# taz.de -- Grüne wählen grünen Bürgermeister ab: Von Dassel muss gehen
       
       > Das Bezirksparlament von Mitte entzieht Stephan von Dassel mit großer
       > Mehrheit das Vertrauen – ein bislang einzigartiger Vorgang in Berlin.
       
 (IMG) Bild: Am Tiefpunkt der politischen Karriere: Stephan von Dassel, ehemaliger Bürgermeister von Berlin-Mitte
       
       Berlin taz | Der Bezirk Mitte braucht eine*n neue Bürgermeister*in. Am
       Donnerstagabend hat die Bezirksverordnetenversammlung (BVV) den grünen
       Amtsinhaber Stephan von Dassel mit 43 von 47 Stimmen in einer Sondersitzung
       abgewählt. Es gab keine Gegenstimmen. Auch die Grünenfraktion, die stärkste
       im eigentlich 55-köpfigen Bezirksparlament, unterstützte den Abwahlantrag,
       über den bereits [1][in einer ersten Sondersitzung der BVV vor zwei Wochen]

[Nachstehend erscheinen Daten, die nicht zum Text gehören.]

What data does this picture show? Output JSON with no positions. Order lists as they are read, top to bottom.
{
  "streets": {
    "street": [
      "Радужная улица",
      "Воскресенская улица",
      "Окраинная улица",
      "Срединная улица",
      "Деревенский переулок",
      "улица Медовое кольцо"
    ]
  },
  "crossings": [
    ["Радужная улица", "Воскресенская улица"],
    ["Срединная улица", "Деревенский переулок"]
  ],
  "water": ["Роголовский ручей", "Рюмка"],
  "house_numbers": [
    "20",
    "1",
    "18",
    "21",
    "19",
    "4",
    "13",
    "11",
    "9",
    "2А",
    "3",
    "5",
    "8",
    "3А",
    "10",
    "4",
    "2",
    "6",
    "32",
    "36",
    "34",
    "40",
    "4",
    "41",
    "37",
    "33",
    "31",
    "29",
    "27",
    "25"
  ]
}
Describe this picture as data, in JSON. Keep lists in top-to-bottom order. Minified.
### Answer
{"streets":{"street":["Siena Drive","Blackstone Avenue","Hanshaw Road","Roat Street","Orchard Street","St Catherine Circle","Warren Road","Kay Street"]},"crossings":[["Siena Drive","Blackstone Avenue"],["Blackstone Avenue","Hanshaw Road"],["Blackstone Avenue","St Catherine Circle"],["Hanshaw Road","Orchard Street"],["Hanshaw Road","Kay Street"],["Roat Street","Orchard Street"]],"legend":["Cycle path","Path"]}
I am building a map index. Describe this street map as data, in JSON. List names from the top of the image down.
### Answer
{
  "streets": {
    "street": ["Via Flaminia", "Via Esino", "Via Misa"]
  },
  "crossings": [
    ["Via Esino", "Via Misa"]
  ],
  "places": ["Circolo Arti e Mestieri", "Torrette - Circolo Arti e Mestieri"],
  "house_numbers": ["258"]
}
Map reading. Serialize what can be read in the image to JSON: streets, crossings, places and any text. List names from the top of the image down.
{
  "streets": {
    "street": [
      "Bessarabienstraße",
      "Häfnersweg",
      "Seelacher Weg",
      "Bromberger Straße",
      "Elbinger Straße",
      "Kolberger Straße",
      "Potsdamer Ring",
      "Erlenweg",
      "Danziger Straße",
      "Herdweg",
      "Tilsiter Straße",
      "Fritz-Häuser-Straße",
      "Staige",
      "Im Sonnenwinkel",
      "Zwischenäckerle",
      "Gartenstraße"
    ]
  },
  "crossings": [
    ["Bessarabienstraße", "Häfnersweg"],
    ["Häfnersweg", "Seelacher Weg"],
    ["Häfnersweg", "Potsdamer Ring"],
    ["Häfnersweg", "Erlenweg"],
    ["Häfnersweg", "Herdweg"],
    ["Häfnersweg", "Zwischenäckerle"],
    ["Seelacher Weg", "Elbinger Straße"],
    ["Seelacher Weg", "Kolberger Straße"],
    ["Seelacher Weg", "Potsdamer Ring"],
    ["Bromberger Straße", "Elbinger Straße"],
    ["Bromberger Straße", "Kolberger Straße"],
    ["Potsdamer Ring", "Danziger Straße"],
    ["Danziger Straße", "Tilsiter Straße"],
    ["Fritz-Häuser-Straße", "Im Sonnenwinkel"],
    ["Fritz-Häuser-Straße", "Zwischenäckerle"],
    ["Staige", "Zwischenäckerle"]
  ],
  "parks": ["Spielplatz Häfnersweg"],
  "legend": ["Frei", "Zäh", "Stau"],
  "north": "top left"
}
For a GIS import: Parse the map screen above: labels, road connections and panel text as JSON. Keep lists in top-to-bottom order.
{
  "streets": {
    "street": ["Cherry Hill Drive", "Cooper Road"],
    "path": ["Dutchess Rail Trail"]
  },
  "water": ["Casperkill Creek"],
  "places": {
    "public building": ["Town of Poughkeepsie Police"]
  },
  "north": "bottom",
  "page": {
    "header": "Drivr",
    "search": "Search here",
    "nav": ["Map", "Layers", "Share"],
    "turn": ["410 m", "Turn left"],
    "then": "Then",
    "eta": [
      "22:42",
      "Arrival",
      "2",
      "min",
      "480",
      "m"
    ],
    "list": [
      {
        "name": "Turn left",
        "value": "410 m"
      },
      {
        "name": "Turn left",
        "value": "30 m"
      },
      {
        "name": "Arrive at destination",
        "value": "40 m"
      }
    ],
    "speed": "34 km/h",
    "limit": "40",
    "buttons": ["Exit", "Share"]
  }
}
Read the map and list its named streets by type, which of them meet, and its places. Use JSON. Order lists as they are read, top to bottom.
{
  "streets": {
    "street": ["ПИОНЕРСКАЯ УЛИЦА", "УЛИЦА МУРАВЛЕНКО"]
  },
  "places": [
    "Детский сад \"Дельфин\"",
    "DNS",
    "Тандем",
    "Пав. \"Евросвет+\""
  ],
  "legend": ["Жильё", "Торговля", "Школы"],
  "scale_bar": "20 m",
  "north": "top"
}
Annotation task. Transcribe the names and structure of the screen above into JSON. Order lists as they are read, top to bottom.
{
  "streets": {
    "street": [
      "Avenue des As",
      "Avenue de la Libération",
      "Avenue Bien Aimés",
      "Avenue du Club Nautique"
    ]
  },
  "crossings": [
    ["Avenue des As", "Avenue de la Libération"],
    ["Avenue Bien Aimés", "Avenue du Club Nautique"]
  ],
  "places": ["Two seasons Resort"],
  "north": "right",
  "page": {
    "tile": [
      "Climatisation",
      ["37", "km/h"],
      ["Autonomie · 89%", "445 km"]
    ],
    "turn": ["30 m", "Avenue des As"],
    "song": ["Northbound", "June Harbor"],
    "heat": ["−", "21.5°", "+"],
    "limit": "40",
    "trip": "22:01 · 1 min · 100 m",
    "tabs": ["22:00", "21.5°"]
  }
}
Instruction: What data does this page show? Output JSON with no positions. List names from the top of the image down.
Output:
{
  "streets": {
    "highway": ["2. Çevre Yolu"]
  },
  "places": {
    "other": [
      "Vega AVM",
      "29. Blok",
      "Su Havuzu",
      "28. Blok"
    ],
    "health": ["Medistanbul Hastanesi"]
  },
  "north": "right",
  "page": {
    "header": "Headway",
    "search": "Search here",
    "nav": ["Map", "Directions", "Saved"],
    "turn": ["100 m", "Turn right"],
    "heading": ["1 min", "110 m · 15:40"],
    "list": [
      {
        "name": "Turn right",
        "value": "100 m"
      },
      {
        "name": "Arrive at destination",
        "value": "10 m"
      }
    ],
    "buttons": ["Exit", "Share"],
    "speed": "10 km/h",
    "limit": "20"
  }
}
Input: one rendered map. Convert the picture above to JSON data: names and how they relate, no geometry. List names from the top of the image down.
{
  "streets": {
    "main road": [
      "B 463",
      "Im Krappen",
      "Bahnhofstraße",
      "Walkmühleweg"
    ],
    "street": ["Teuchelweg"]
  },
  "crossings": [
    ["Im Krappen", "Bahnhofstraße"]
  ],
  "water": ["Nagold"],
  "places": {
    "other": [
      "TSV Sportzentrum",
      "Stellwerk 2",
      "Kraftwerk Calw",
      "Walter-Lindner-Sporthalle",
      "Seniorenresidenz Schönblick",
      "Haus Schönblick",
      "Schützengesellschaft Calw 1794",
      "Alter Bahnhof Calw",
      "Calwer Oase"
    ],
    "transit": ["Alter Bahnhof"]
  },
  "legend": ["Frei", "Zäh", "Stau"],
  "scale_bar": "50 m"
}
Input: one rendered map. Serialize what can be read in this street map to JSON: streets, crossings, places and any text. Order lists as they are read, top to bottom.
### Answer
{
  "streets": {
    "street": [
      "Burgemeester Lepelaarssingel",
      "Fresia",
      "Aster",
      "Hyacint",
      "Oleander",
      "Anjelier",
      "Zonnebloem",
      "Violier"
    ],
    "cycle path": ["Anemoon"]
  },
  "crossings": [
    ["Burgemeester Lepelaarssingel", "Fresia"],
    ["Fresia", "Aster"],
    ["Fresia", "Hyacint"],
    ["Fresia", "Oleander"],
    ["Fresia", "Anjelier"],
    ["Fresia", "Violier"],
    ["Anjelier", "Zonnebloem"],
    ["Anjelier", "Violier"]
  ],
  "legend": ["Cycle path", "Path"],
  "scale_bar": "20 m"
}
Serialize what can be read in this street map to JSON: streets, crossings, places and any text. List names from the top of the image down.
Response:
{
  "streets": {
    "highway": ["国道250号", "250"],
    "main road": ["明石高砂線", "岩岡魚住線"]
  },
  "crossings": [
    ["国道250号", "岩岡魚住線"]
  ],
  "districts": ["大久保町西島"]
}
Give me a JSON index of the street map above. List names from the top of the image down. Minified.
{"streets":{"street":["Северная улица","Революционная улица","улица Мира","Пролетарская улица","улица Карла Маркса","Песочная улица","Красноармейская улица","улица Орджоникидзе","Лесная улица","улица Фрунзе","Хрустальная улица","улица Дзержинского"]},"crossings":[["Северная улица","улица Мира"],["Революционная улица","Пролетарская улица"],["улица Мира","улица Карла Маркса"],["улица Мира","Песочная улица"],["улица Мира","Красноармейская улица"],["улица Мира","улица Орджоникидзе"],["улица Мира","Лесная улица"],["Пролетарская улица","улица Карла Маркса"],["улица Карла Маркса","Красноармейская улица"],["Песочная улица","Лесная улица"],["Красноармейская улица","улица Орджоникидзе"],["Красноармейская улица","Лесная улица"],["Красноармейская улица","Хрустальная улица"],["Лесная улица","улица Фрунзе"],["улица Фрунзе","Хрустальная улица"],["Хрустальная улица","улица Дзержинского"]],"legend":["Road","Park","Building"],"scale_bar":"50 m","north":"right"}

       diskutiert worden war.
       
       Damals hatte sich eine deutliche Mehrheit für die Abwahl ausgesprochen, die
       von den Fraktionen von CDU und FDP beantragt worden waren. Das
       voraussichtliche Ende der politischen Karriere des 55-Jährigen im rund
       385.000 Einwohner*innen zählenden Bezirk ist daher keine Überraschung –
       aber ein in Berlin bislang einzigartiger Vorgang.
       
       Und der ging in Rekordzeit über die Bühne: Gerade mal neun Minuten dauerte
       die Sondersitzung. Zu deren Beginn forderte die CDU erneut die Abgeordneten
       auf, für die Abberufung zu stimmen – was die 47 anwesenden
       Bezirksabgeordneten ohne weitere Wortmeldung taten.
       
       Von Dassel verfolgte die Sitzung mit ungerührter Miene. Nachdem das
       Ergebnis verkündet war, trat er ans Mikrophon: Er wünsche den verbleibenden
       fünf Stadträten viel „Fortune“; die Mitglieder der BVV forderte er auf,
       „gnädig zu sein mit den Stadträten, deren Entscheidungen oft kein leichtes
       Ja oder Nein zulassen“ würden. Der Applaus danach fiel verhalten aus.
       
       Stephan von Dassel war seit 1999 Mitglied des Bezirksparlaments, 2016 wurde
       er als Bürgermeister gewählt und erst 2021 im Amt bestätigt. Ihm wird sein
       Verhalten in einem Verfahren zur Besetzung einer für ihn zentralen Stelle
       im Bezirksamt vorgeworfen. Von Dassel soll versucht haben, einen bei der
       Stellenbesetzung unterlegenen Bewerber mit Hilfe einer Geldzahlung davon
       abzubringen, gegen die Entscheidung zu klagen. Von Dassel bestreitet, dem
       Mann Geld angeboten zu haben; eine öffentlich gewordene SMS von ihm lässt
       sich aber so interpretieren. Darin spricht er von einer „privatrechtlichen
       Vereinbarung“.
       
       Von Dassel wollte nach eigener Aussage einen außergerichtlichen Vergleich
       möglich machen, um einen langwierigen Rechtsstreit zu verhindern. Ihm sei
       es darum gegangen, die betreffende Stelle möglichst schnell zu besetzen.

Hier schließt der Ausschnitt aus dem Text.